→ **Work instruction**
An exact transcription of every record is needed, leaving out the pictures.

→ **Exercise inputs**

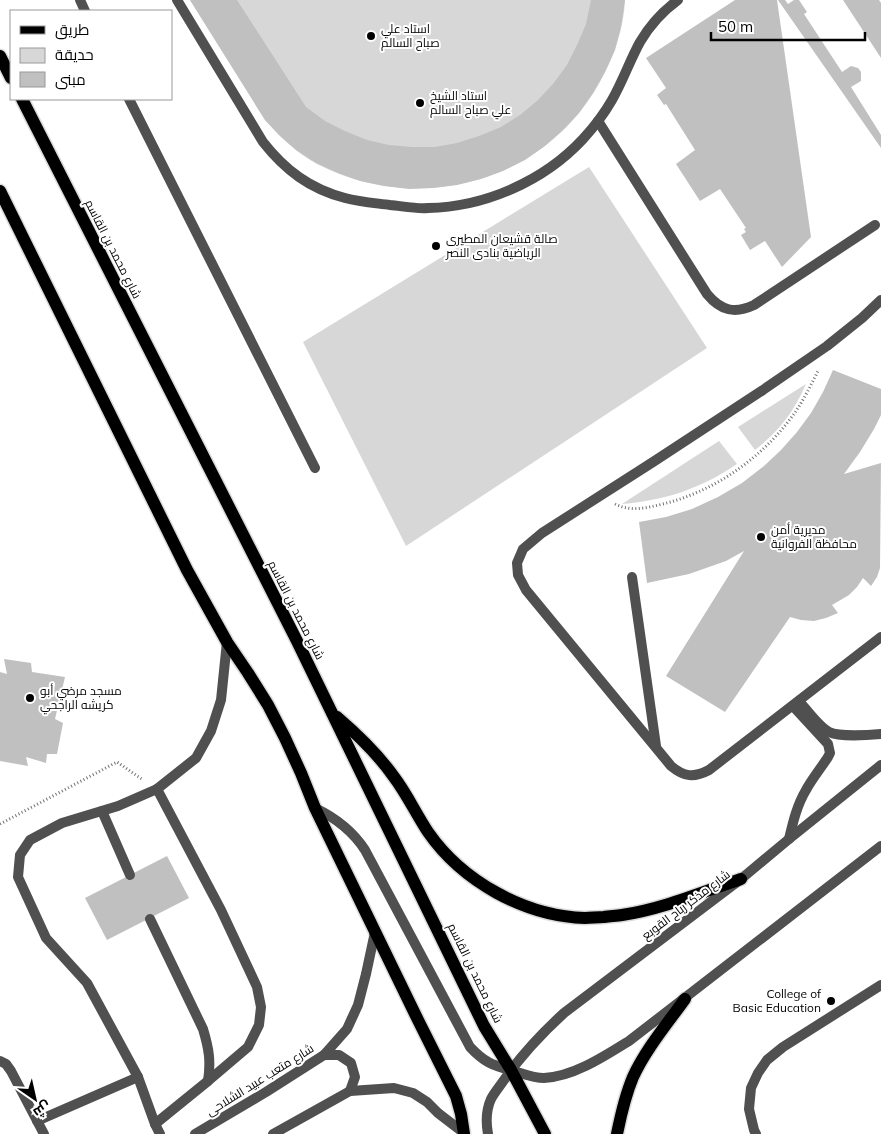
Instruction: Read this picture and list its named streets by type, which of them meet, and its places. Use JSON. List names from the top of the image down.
{
  "streets": {
    "main road": ["شارع محمد بن القاسم"],
    "street": ["شارع مذكر رباح القوبع", "شارع متعب عبيد الشلاحى"]
  },
  "crossings": [
    ["شارع محمد بن القاسم", "شارع مذكر رباح القوبع"]
  ],
  "places": [
    "استاد علي صباح السالم",
    "استاد الشيخ علي صباح السالم",
    "صالة قشيعان المطيرى الرياضية بنادى النصر",
    "مديرية أمن محافظة الفروانية",
    "مسجد مرضي أبو كريشه الراجحي",
    "College of Basic Education"
  ],
  "legend": ["طريق", "حديقة", "مبنى"],
  "scale_bar": "50 m",
  "north": "bottom right"
}
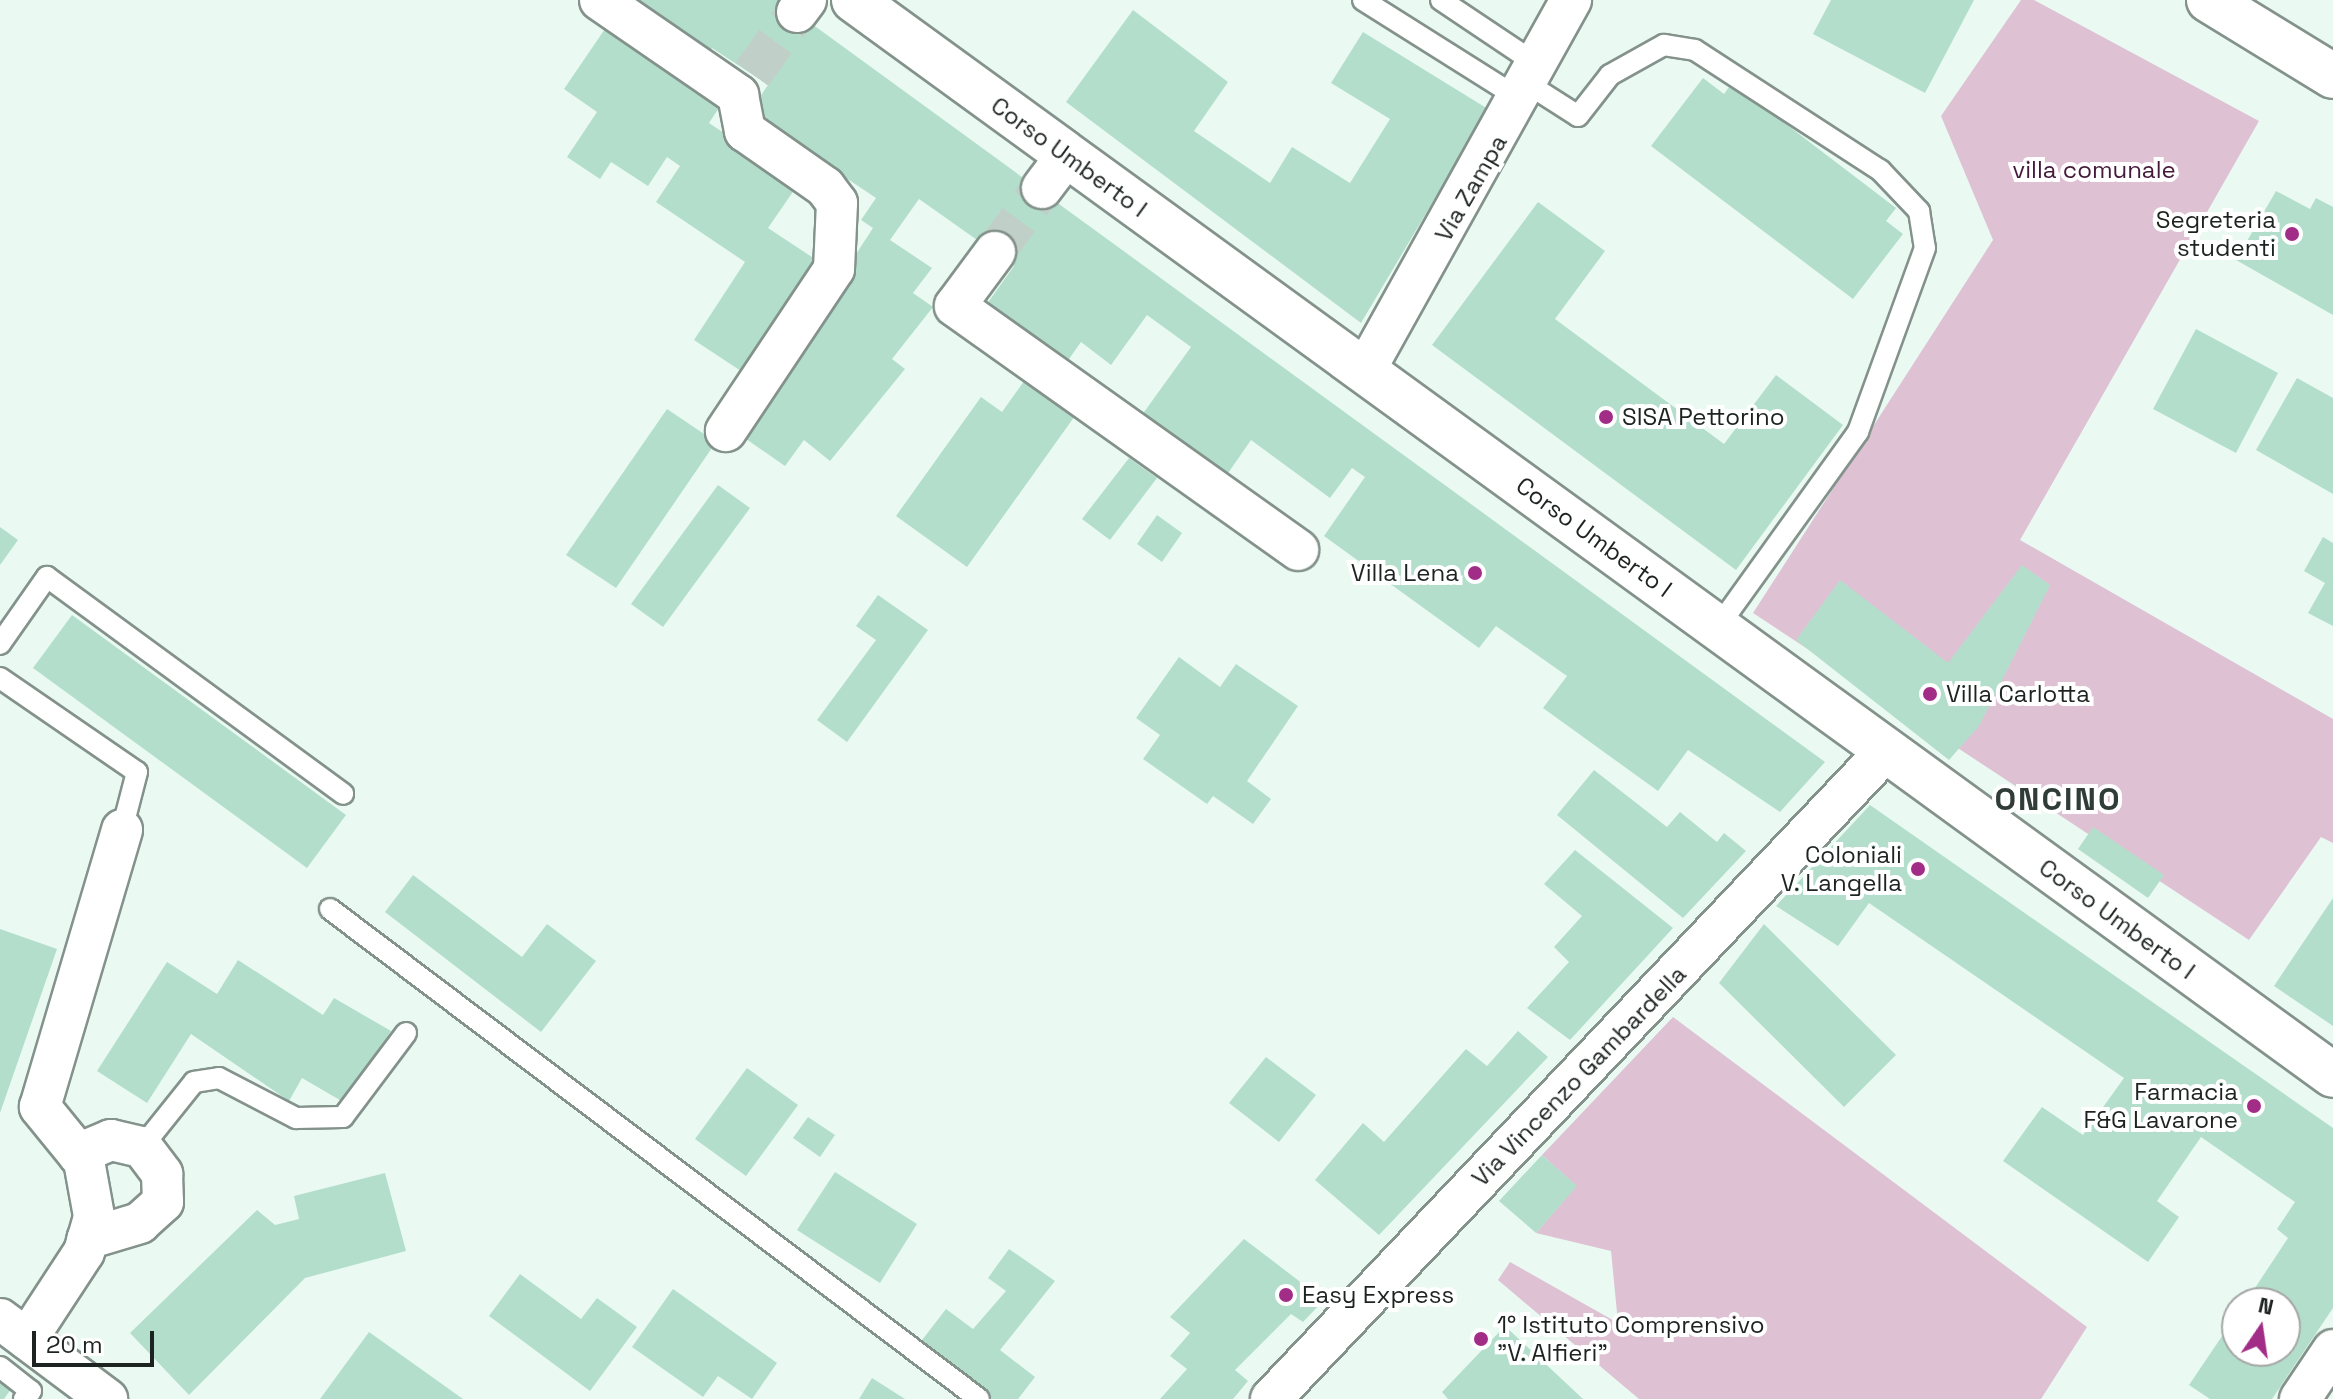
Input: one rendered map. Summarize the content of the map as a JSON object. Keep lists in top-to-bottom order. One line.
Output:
{"streets":{"street":["Corso Umberto I","Via Zampa","Via Vincenzo Gambardella"]},"crossings":[["Corso Umberto I","Via Zampa"],["Corso Umberto I","Via Vincenzo Gambardella"]],"districts":["ONCINO"],"parks":["villa comunale"],"places":["Segreteria studenti","SISA Pettorino","Villa Lena","Villa Carlotta","Coloniali V. Langella","Farmacia F&G Lavarone","Easy Express","1° Istituto Comprensivo \"V. Alfieri\""],"scale_bar":"20 m","north":"top"}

→ **Output of the exercise**
Instruction: Read this picture and list its named streets by type, which of them meet, and its places. Use JSON. List names from the top of the image down.
{
  "streets": {
    "main road": ["شارع محمد بن القاسم"],
    "street": ["شارع مذكر رباح القوبع", "شارع متعب عبيد الشلاحى"]
  },
  "crossings": [
    ["شارع محمد بن القاسم", "شارع مذكر رباح القوبع"]
  ],
  "places": [
    "استاد علي صباح السالم",
    "استاد الشيخ علي صباح السالم",
    "صالة قشيعان المطيرى الرياضية بنادى النصر",
    "مديرية أمن محافظة الفروانية",
    "مسجد مرضي أبو كريشه الراجحي",
    "College of Basic Education"
  ],
  "legend": ["طريق", "حديقة", "مبنى"],
  "scale_bar": "50 m",
  "north": "bottom right"
}
Input: one rendered map. Summarize the content of the map as a JSON object. Keep lists in top-to-bottom order. One line.
Output:
{"streets":{"street":["Corso Umberto I","Via Zampa","Via Vincenzo Gambardella"]},"crossings":[["Corso Umberto I","Via Zampa"],["Corso Umberto I","Via Vincenzo Gambardella"]],"districts":["ONCINO"],"parks":["villa comunale"],"places":["Segreteria studenti","SISA Pettorino","Villa Lena","Villa Carlotta","Coloniali V. Langella","Farmacia F&G Lavarone","Easy Express","1° Istituto Comprensivo \"V. Alfieri\""],"scale_bar":"20 m","north":"top"}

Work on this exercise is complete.